* _EXERCISE_: From the top of the entries, reproduce each line exactly, stopping after the line that contains "position:absolute; left:16px; top:800px;". Omit pictures.
------------------------------------------------
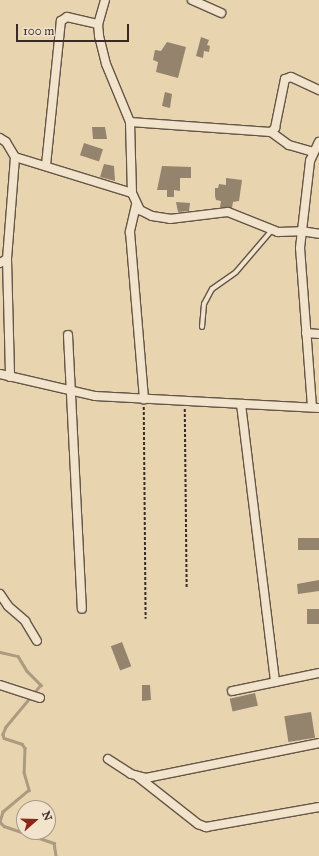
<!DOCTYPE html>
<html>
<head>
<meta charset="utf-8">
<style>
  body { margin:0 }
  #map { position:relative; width:319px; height:856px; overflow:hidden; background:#e9d4b0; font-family:"IM FELL Great Primer",serif }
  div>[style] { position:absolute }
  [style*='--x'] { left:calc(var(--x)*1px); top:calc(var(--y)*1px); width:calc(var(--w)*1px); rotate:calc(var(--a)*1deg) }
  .stream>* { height:2.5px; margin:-1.25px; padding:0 1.25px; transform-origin:1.25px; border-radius:1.25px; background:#ad9b80 }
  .building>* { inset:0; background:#94836d; transform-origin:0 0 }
  .path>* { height:1.5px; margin-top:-0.75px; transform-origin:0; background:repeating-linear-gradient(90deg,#382b24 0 3px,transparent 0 5px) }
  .roads { filter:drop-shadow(1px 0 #645547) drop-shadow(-1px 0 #645547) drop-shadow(0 1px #645547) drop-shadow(0 -1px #645547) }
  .lane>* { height:4px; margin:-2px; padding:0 2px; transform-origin:2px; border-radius:2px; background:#f1e3cc }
  .street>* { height:8px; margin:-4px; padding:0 4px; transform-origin:4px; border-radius:4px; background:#f1e3cc }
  span { translate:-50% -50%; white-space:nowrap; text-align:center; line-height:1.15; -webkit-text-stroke:3.5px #f1e3cc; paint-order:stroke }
  .north { position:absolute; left:16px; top:800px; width:40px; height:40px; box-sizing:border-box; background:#f1e3cc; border:1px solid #a79989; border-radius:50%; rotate:70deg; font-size:11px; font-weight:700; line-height:16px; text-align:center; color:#382b24 }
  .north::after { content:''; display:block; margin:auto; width:14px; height:18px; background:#8f2418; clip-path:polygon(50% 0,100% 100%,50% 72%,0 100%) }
  .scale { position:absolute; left:16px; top:24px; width:113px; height:18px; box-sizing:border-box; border:2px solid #382b24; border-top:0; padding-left:5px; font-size:12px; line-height:14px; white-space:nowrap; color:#382b24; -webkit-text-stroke:3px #f1e3cc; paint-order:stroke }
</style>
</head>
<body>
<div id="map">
  <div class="stream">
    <div style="--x:0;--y:652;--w:18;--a:13"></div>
    <div style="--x:18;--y:656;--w:17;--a:59"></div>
    <div style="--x:27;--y:671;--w:20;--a:45"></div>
    <div style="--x:41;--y:685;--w:55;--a:129.8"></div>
    <div style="--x:6;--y:727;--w:8;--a:113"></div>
    <div style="--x:3;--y:734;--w:4;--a:76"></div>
    <div style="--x:4;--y:738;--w:19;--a:18"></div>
    <div style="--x:22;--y:744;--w:5;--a:53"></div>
    <div style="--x:25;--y:748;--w:24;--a:92"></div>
    <div style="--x:24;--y:772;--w:19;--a:74"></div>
    <div style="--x:29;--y:790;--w:34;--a:140"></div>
    <div style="--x:3;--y:812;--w:10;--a:107"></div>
    <div style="--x:0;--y:822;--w:6;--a:45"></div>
    <div style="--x:4;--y:826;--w:53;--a:18.8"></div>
    <div style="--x:54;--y:843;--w:13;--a:81"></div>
  </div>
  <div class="building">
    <div style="clip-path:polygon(201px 37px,209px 40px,207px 45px,210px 46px,209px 52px,204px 51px,203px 58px,196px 56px)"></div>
    <div style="clip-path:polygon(167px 42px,186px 47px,178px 78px,156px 72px,158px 62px,153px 60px,155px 50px,161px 51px)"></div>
    <div style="clip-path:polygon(165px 92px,172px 94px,170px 108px,162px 106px)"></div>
    <div style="clip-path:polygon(92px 127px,105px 127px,107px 139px,93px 139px)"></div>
    <div style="left:84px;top:143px;width:20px;height:13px;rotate:18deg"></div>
    <div style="clip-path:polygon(104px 164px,114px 166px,115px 181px,100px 177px)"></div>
    <div style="clip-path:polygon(162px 166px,191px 167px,191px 178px,180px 178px,180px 191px,174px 190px,174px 197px,167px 197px,167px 190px,157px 190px)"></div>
    <div style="clip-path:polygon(226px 178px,242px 180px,239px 201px,233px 202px,232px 208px,220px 207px,221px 201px,216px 200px,215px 196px,215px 188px,218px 188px,219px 184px,226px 185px)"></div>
    <div style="clip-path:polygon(176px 202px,190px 203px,189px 211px,178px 212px)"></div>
    <div style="left:319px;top:538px;width:12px;height:21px;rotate:90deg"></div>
    <div style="clip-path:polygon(319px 580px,319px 591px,298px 594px,297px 584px)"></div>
    <div style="left:319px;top:609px;width:15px;height:12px;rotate:90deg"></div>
    <div style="left:122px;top:642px;width:26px;height:12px;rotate:69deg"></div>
    <div style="clip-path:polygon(142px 685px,150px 685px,151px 700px,142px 701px)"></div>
    <div style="left:255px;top:693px;width:13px;height:26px;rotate:77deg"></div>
    <div style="left:311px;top:712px;width:26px;height:27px;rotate:81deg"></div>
  </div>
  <div class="path">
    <div style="--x:144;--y:407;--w:212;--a:89.5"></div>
    <div style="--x:185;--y:409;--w:180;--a:89.4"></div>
  </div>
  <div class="roads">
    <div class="lane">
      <div style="--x:202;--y:327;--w:23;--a:-85"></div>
      <div style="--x:204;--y:304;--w:17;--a:-62"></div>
      <div style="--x:212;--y:289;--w:29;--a:-35"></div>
      <div style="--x:236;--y:272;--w:55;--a:-49.4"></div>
    </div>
    <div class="street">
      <div style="--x:105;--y:0;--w:25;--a:106"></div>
      <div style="--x:98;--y:24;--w:12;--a:85"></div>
      <div style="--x:99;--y:36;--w:29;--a:76"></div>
      <div style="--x:106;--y:64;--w:63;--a:67.5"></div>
      <div style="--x:130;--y:122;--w:71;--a:88.4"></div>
      <div style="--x:132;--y:193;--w:19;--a:65"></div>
      <div style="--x:140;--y:210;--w:13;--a:27"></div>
      <div style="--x:152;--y:216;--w:18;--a:9"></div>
      <div style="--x:170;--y:219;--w:58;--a:-6.9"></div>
      <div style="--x:228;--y:212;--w:54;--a:21.8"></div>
      <div style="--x:278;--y:232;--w:23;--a:-2"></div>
      <div style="--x:301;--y:231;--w:18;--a:9"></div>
      <div style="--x:192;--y:0;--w:32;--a:24"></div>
      <div style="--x:130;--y:122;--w:141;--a:4.1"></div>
      <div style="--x:271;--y:132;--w:6;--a:-45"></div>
      <div style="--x:275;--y:128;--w:50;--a:-78.5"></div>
      <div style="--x:285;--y:79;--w:6;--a:-18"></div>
      <div style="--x:291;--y:77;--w:31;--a:25"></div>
      <div style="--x:271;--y:132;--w:22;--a:36"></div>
      <div style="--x:289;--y:145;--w:25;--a:16"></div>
      <div style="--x:0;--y:138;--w:7;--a:34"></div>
      <div style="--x:6;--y:142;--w:17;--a:59"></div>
      <div style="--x:15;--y:157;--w:122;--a:17.1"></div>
      <div style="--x:46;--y:165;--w:145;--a:-84.1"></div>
      <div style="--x:61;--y:21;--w:7;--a:-34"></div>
      <div style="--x:67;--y:17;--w:32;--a:13"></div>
      <div style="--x:136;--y:205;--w:28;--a:103"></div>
      <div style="--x:130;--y:232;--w:168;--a:85.2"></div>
      <div style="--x:7;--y:259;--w:118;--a:88.5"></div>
      <div style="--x:0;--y:263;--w:8;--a:-30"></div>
      <div style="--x:7;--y:259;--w:102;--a:-85.5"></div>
      <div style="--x:306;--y:333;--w:13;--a:4"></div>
      <div style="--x:68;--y:335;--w:274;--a:87.1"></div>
      <div style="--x:0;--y:374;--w:98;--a:13"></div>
      <div style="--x:95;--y:396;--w:224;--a:3.1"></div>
      <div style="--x:241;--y:404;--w:280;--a:83"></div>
      <div style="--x:312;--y:407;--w:159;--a:-94.3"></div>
      <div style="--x:300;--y:248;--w:88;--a:-83.4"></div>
      <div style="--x:310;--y:161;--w:21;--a:-65"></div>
      <div style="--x:0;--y:594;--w:14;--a:56"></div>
      <div style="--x:8;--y:606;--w:23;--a:41"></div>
      <div style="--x:25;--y:621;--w:23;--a:59"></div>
      <div style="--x:0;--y:685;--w:42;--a:18"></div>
      <div style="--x:232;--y:691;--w:89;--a:-11.7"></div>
      <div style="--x:108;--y:759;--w:27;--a:33"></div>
      <div style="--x:131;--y:774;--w:16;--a:15"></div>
      <div style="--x:146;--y:778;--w:177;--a:-11.4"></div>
      <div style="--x:137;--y:776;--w:78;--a:38.2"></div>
      <div style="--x:198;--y:824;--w:9;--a:21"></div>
      <div style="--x:206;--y:827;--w:115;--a:-10"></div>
    </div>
  </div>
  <div class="north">N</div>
  <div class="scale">100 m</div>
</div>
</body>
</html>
------------------------------------------------
* _YOUR RESPONSE_:
<!DOCTYPE html>
<html>
<head>
<meta charset="utf-8">
<style>
  body { margin:0 }
  #map { position:relative; width:319px; height:856px; overflow:hidden; background:#e9d4b0; font-family:"IM FELL Great Primer",serif }
  div>[style] { position:absolute }
  [style*='--x'] { left:calc(var(--x)*1px); top:calc(var(--y)*1px); width:calc(var(--w)*1px); rotate:calc(var(--a)*1deg) }
  .stream>* { height:2.5px; margin:-1.25px; padding:0 1.25px; transform-origin:1.25px; border-radius:1.25px; background:#ad9b80 }
  .building>* { inset:0; background:#94836d; transform-origin:0 0 }
  .path>* { height:1.5px; margin-top:-0.75px; transform-origin:0; background:repeating-linear-gradient(90deg,#382b24 0 3px,transparent 0 5px) }
  .roads { filter:drop-shadow(1px 0 #645547) drop-shadow(-1px 0 #645547) drop-shadow(0 1px #645547) drop-shadow(0 -1px #645547) }
  .lane>* { height:4px; margin:-2px; padding:0 2px; transform-origin:2px; border-radius:2px; background:#f1e3cc }
  .street>* { height:8px; margin:-4px; padding:0 4px; transform-origin:4px; border-radius:4px; background:#f1e3cc }
  span { translate:-50% -50%; white-space:nowrap; text-align:center; line-height:1.15; -webkit-text-stroke:3.5px #f1e3cc; paint-order:stroke }
  .north { position:absolute; left:16px; top:800px; width:40px; height:40px; box-sizing:border-box; background:#f1e3cc; border:1px solid #a79989; border-radius:50%; rotate:70deg; font-size:11px; font-weight:700; line-height:16px; text-align:center; color:#382b24 }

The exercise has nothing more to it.